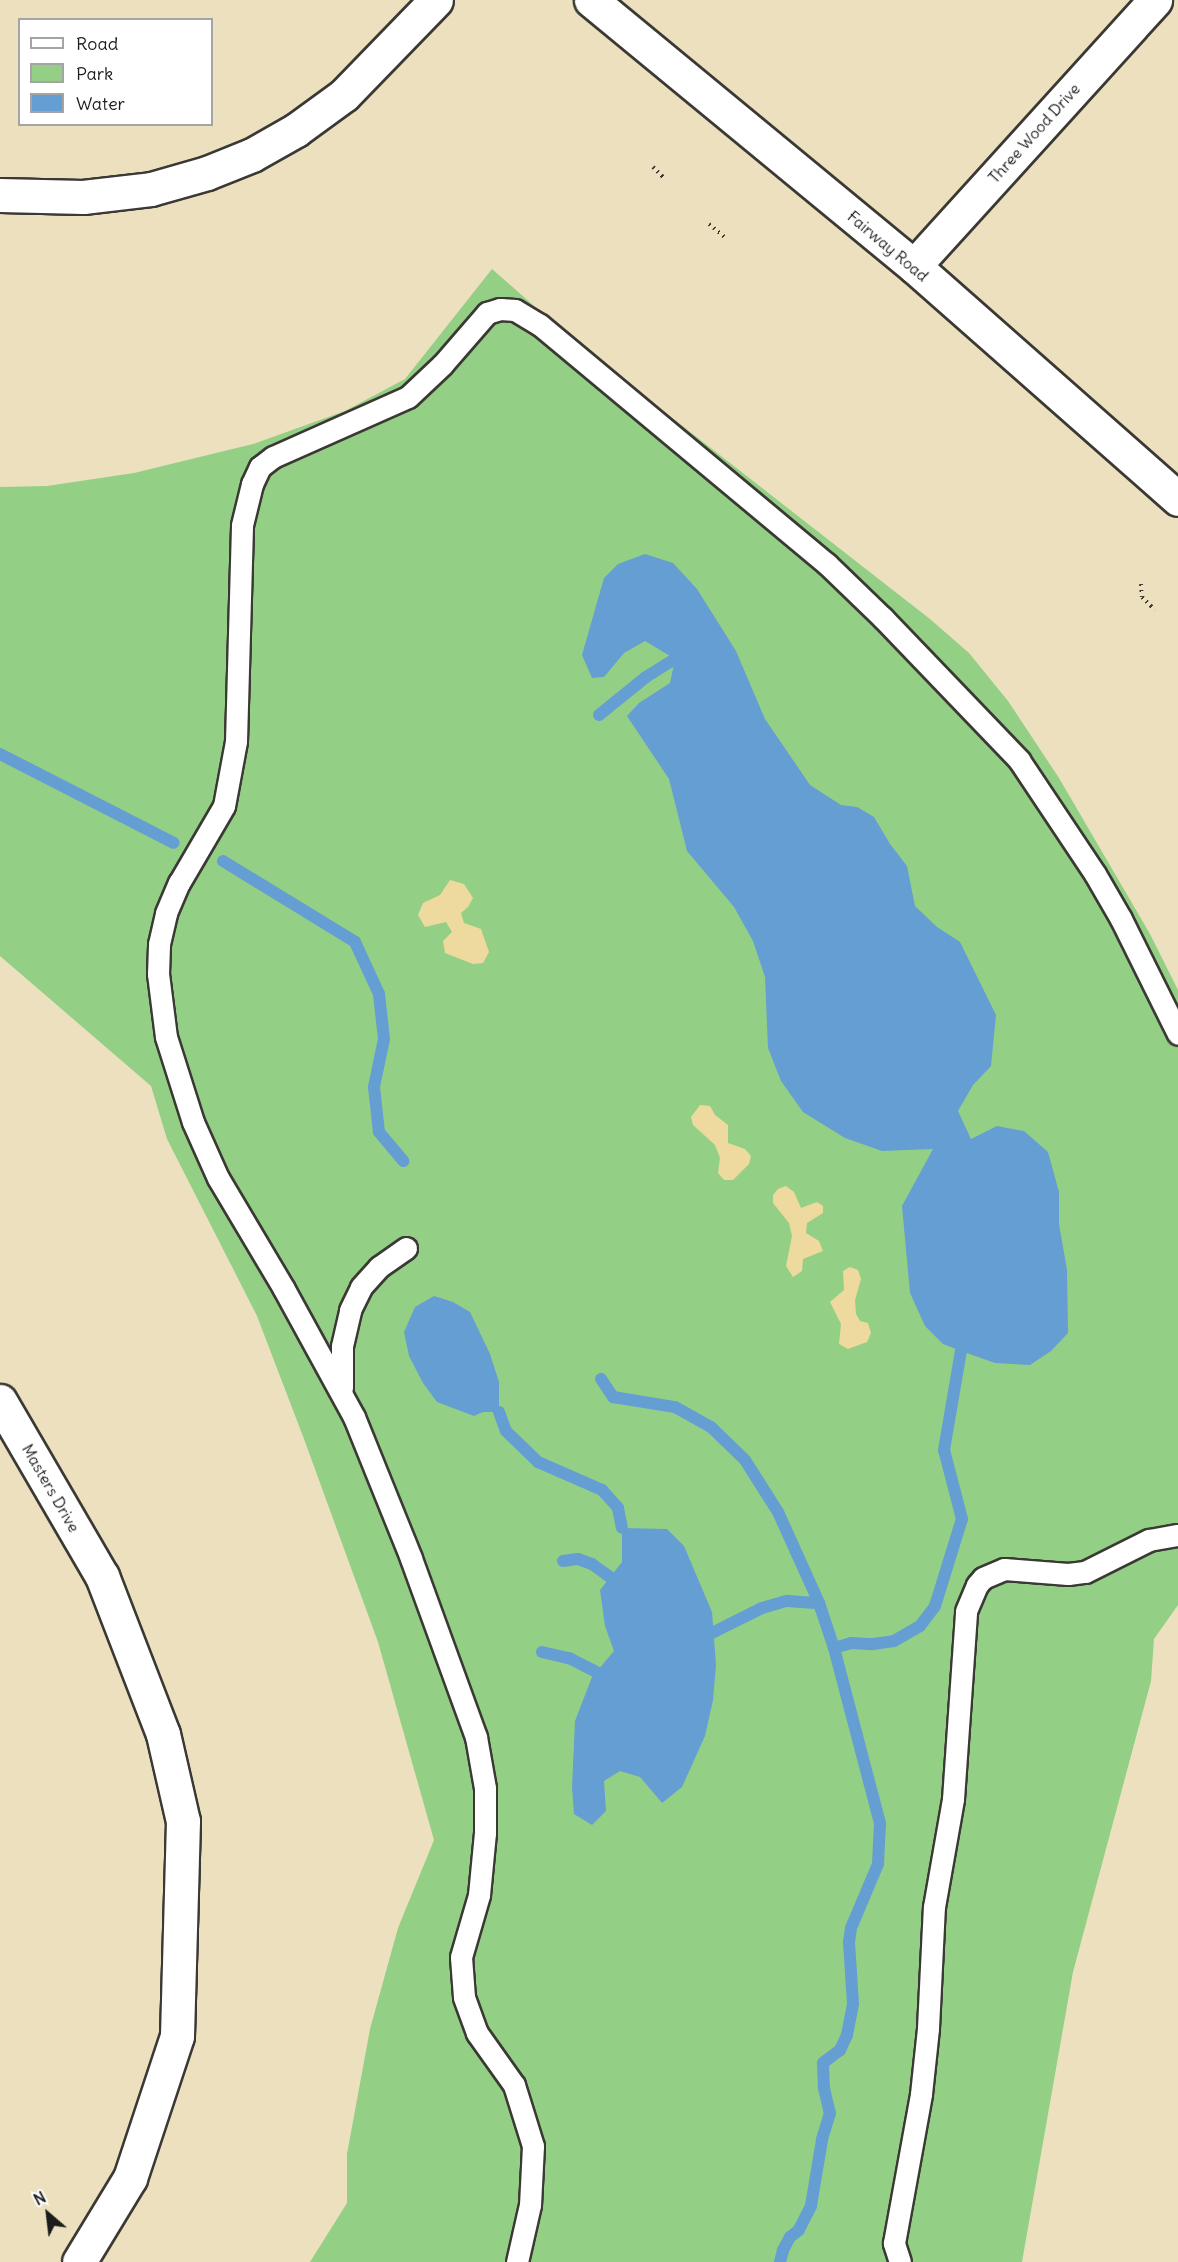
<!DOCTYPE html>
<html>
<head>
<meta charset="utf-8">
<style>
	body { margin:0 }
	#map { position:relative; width:1178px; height:2262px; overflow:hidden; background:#ece0be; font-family:Delius,sans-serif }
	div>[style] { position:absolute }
	.green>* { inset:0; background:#93d085 }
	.sand>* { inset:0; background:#eeda9e }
	.water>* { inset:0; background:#649ed3 }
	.stream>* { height:12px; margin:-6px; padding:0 6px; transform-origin:6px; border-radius:6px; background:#649ed3 }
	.path>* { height:4px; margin-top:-2px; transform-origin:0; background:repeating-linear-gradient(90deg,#3b3934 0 1.5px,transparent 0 6px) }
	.roads { filter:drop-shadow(2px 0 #3b3934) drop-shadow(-2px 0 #3b3934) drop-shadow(0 2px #3b3934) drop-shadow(0 -2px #3b3934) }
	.service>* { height:21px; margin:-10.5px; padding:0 10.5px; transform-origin:10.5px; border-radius:10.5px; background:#fff }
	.minor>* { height:33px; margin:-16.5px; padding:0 16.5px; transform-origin:16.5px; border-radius:16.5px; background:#fff }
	span { translate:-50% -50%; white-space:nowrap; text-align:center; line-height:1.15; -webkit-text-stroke:4.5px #fff; paint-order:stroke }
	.street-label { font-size:16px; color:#1c1c1c }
	.legend { position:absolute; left:18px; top:18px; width:195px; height:108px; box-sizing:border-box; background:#fff; border:2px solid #a4a4a4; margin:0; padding:8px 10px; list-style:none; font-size:18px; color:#1c1c1c }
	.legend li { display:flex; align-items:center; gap:12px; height:30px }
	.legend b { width:30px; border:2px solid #a4a4a4 }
	.north { position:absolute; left:18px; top:2184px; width:60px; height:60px; -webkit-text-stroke:4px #fff; paint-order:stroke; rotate:332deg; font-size:16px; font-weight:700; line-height:24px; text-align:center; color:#1c1c1c }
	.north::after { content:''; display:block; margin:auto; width:21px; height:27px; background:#1c1c1c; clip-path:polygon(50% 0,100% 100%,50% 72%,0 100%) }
</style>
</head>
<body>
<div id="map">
	<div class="green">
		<div style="clip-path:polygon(492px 269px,576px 343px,930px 619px,969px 653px,1008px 701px,1059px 778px,1150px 934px,1178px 990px,1178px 1605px,1154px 1639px,1151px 1681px,1073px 1972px,1022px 2262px,310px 2262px,347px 2203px,347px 2154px,370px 2029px,398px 1928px,434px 1840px,378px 1642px,304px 1439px,257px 1316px,167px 1139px,151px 1086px,0 956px,0 487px,47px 486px,134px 473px,253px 444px,345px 411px,405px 379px)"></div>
	</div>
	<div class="sand">
		<div style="clip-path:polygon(450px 880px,464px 884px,473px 898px,468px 907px,461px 913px,464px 923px,481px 929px,489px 952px,483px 963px,473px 964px,445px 953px,443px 941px,452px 932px,446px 922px,425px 927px,418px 915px,423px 903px,440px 895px)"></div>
		<div style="clip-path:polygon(700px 1105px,710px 1106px,715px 1115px,728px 1125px,728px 1143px,745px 1149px,751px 1156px,749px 1164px,733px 1180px,724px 1180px,718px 1173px,720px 1158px,715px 1145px,693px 1125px,691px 1117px)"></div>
		<div style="clip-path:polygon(786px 1186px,794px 1192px,801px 1208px,817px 1202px,823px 1206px,823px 1213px,807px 1223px,806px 1233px,819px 1241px,823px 1251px,803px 1259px,802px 1271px,793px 1277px,786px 1266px,792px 1236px,789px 1223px,773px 1203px,773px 1195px,778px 1189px)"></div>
		<div style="clip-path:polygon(850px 1267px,858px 1270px,861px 1279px,855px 1300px,856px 1314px,860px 1321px,868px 1323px,871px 1333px,867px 1342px,848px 1349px,839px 1344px,841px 1324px,830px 1302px,844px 1290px,843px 1271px)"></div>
	</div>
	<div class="water">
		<div style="clip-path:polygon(645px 554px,673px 563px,697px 589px,736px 651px,765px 719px,810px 785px,841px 805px,857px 807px,874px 817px,890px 844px,907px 866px,915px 906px,937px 927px,960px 942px,996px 1015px,991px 1066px,973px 1085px,958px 1111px,971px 1139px,997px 1126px,1024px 1131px,1048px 1152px,1059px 1192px,1059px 1224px,1067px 1270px,1068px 1333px,1051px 1351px,1030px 1365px,995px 1363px,961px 1351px,943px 1344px,925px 1326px,910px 1293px,902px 1206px,933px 1149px,882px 1151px,845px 1138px,803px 1112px,781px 1081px,768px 1048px,765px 977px,753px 941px,734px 907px,687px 851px,669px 779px,627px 716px,639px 703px,670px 683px,675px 659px,645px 641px,624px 653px,604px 677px,592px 678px,582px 655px,604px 578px,618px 564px)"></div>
		<div style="clip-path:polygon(434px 1296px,453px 1302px,470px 1312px,490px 1354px,499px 1382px,499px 1412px,483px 1412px,474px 1416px,437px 1402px,423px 1383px,409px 1356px,404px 1332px,415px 1307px)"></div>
		<div style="clip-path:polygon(622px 1528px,667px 1529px,684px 1546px,712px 1612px,716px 1665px,713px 1700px,705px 1736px,682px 1787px,662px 1803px,640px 1777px,620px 1771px,604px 1781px,606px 1811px,592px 1825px,574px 1814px,572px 1788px,575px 1721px,592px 1677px,614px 1651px,605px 1626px,600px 1590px,622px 1562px)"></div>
	</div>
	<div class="stream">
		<div style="left:599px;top:715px;width:60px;rotate:-39deg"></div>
		<div style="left:646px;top:677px;width:34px;rotate:-32deg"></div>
		<div style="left:0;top:754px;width:195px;rotate:27.1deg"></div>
		<div style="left:223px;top:861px;width:155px;rotate:31.5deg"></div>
		<div style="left:355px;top:942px;width:57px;rotate:65.2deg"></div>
		<div style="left:379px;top:994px;width:45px;rotate:83.7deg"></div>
		<div style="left:384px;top:1039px;width:49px;rotate:101.8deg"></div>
		<div style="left:374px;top:1087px;width:45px;rotate:83.7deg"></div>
		<div style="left:379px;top:1132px;width:38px;rotate:50deg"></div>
		<div style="left:601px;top:1379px;width:22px;rotate:56deg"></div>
		<div style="left:613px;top:1397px;width:63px;rotate:9.2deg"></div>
		<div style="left:675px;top:1407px;width:41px;rotate:29.1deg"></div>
		<div style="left:711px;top:1427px;width:47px;rotate:44.1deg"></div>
		<div style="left:745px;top:1460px;width:62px;rotate:57.6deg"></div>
		<div style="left:778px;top:1512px;width:100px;rotate:65.7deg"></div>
		<div style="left:819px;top:1603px;width:47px;rotate:71.6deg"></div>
		<div style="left:834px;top:1648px;width:181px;rotate:75.3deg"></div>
		<div style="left:880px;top:1823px;width:41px;rotate:92.8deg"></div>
		<div style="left:878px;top:1864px;width:69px;rotate:112.9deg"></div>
		<div style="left:851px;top:1928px;width:14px;rotate:98deg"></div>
		<div style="left:849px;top:1942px;width:62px;rotate:86.3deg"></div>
		<div style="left:853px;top:2004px;width:32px;rotate:101deg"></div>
		<div style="left:847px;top:2035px;width:17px;rotate:115deg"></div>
		<div style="left:840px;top:2050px;width:21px;rotate:143deg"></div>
		<div style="left:823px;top:2063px;width:25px;rotate:88deg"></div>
		<div style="left:824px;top:2088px;width:26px;rotate:77deg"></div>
		<div style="left:830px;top:2113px;width:28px;rotate:107deg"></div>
		<div style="left:822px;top:2140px;width:67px;rotate:99.5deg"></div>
		<div style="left:811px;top:2206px;width:27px;rotate:117deg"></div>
		<div style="left:799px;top:2230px;width:11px;rotate:142deg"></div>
		<div style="left:790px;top:2237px;width:15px;rotate:118deg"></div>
		<div style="left:783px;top:2250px;width:12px;rotate:104deg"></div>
		<div style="left:499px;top:1412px;width:20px;rotate:70deg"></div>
		<div style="left:506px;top:1431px;width:45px;rotate:44.1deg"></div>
		<div style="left:538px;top:1462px;width:70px;rotate:23.6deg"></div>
		<div style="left:602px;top:1490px;width:24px;rotate:48deg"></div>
		<div style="left:618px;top:1508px;width:20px;rotate:79deg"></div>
		<div style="left:563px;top:1561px;width:15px;rotate:-8deg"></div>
		<div style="left:578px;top:1559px;width:15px;rotate:20deg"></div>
		<div style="left:592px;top:1564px;width:22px;rotate:36deg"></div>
		<div style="left:712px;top:1633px;width:56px;rotate:-26.6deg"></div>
		<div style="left:762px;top:1608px;width:26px;rotate:-16deg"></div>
		<div style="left:787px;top:1601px;width:32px;rotate:4deg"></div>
		<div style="left:834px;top:1648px;width:18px;rotate:-16deg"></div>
		<div style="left:851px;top:1643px;width:22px;rotate:3deg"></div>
		<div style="left:873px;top:1644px;width:21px;rotate:-8deg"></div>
		<div style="left:894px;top:1641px;width:30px;rotate:-30deg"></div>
		<div style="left:920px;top:1626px;width:25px;rotate:-53deg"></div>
		<div style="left:935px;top:1606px;width:91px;rotate:-72.8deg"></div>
		<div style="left:962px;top:1519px;width:71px;rotate:-104.6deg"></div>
		<div style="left:944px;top:1450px;width:100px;rotate:-80.3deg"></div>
		<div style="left:542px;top:1652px;width:28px;rotate:13deg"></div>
		<div style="left:569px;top:1658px;width:30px;rotate:27deg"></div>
	</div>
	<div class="path">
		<div style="left:653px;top:167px;width:17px;rotate:45deg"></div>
		<div style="left:709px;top:224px;width:23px;rotate:40deg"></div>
		<div style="left:1141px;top:584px;width:13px;rotate:86deg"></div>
		<div style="left:1142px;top:597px;width:18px;rotate:45deg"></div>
	</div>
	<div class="roads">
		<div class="service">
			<div style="left:342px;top:1388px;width:42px;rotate:-90deg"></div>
			<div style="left:342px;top:1346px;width:37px;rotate:-77deg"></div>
			<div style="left:350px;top:1310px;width:25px;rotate:-64deg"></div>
			<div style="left:361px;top:1287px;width:27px;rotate:-48deg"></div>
			<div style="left:379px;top:1267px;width:33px;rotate:-35deg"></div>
			<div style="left:517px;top:2262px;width:58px;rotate:-77.2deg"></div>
			<div style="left:530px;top:2205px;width:59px;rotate:-87.1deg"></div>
			<div style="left:533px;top:2146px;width:64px;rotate:-107.3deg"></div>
			<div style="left:514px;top:2085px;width:64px;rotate:-125.4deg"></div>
			<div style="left:477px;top:2033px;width:38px;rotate:-110deg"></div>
			<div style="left:464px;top:1997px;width:40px;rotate:-94.3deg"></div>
			<div style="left:461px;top:1957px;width:65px;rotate:-73.8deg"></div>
			<div style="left:479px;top:1895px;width:62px;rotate:-84.5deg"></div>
			<div style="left:485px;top:1833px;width:45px;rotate:-90deg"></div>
			<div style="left:485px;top:1788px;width:52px;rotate:-100deg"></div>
			<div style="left:476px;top:1737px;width:190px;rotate:-110deg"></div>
			<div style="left:411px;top:1558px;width:152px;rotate:-112deg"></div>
			<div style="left:354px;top:1417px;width:146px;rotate:-118.7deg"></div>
			<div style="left:284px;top:1289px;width:129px;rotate:-120.7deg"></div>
			<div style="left:218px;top:1178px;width:61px;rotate:-114.1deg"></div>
			<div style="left:193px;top:1122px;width:89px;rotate:-107.6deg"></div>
			<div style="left:166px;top:1037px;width:64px;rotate:-97.2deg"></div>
			<div style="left:158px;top:974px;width:30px;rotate:-88deg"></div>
			<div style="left:159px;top:944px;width:32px;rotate:-77deg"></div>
			<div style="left:166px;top:913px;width:33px;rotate:-67deg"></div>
			<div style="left:179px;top:883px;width:89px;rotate:-59.7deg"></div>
			<div style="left:224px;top:806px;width:66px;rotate:-79.5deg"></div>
			<div style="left:236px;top:741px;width:216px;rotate:-88.4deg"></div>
			<div style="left:242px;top:525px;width:42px;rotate:-76.3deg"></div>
			<div style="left:252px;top:484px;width:19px;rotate:-65deg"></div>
			<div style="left:260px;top:467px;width:16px;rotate:-38deg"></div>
			<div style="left:273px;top:457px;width:148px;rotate:-24deg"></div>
			<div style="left:408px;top:397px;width:47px;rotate:-43.3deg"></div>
			<div style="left:442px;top:365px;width:69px;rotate:-49.1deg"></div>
			<div style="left:487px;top:313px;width:14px;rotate:-17deg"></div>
			<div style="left:500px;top:309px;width:15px;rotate:4deg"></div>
			<div style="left:515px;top:310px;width:29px;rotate:31deg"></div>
			<div style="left:540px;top:325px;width:373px;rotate:39.8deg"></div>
			<div style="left:827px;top:564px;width:78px;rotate:44deg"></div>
			<div style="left:883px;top:618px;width:197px;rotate:46.2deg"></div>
			<div style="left:1019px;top:760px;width:137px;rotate:56.3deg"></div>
			<div style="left:1095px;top:874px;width:52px;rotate:60deg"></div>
			<div style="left:1121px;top:919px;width:128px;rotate:63.6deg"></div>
			<div style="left:900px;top:2262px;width:20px;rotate:-108deg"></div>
			<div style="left:894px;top:2243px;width:151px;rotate:-79.7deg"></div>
			<div style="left:921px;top:2094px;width:66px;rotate:-83.9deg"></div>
			<div style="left:928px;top:2028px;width:121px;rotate:-87.2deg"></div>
			<div style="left:934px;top:1907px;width:110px;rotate:-80deg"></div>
			<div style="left:953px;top:1799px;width:188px;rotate:-86deg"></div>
			<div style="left:966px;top:1611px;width:28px;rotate:-67deg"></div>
			<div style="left:977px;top:1585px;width:9px;rotate:-49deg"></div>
			<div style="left:983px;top:1578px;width:23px;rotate:-23deg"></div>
			<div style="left:1004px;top:1569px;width:64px;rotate:4.5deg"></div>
			<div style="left:1068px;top:1574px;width:17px;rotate:-7deg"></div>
			<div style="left:1085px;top:1572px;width:72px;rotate:-26.6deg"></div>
			<div style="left:1149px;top:1540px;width:29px;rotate:-10deg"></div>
		</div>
		<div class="minor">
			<div style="left:591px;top:0;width:418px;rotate:39.5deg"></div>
			<div style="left:914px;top:266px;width:352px;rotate:41.4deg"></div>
			<div style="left:0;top:195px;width:83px;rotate:1.4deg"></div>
			<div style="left:83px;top:197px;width:68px;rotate:-6.7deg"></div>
			<div style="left:151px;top:189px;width:58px;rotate:-15.9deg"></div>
			<div style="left:207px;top:173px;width:48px;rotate:-21.8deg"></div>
			<div style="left:252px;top:155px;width:51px;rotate:-29.6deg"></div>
			<div style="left:296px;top:130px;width:59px;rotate:-36.1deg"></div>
			<div style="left:344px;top:95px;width:132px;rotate:-45.9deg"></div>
			<div style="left:914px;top:266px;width:359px;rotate:-47.8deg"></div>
			<div style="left:0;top:1401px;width:203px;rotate:59.8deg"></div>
			<div style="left:102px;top:1576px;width:169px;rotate:68.9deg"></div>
			<div style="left:163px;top:1734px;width:89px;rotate:77.1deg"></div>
			<div style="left:183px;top:1821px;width:215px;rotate:91.6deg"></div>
			<div style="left:177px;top:2036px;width:150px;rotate:108.3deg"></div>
			<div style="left:130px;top:2178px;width:98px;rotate:121.3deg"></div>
		</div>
	</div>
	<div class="street-label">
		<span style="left:1034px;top:133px;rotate:-48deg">Three Wood Drive</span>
		<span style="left:888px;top:246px;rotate:40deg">Fairway Road</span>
		<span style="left:51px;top:1488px;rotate:60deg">Masters Drive</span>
	</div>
	<ul class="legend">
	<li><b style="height:8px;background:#fff"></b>Road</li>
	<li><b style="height:16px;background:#93d085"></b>Park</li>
	<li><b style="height:16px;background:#649ed3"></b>Water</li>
	</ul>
	<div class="north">N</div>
</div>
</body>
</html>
::::::::
Go through the material above, and wherever a line contains the string "stream", return it.

_Result for this task_
	.stream>* { height:12px; margin:-6px; padding:0 6px; transform-origin:6px; border-radius:6px; background:#649ed3 }
	<div class="stream">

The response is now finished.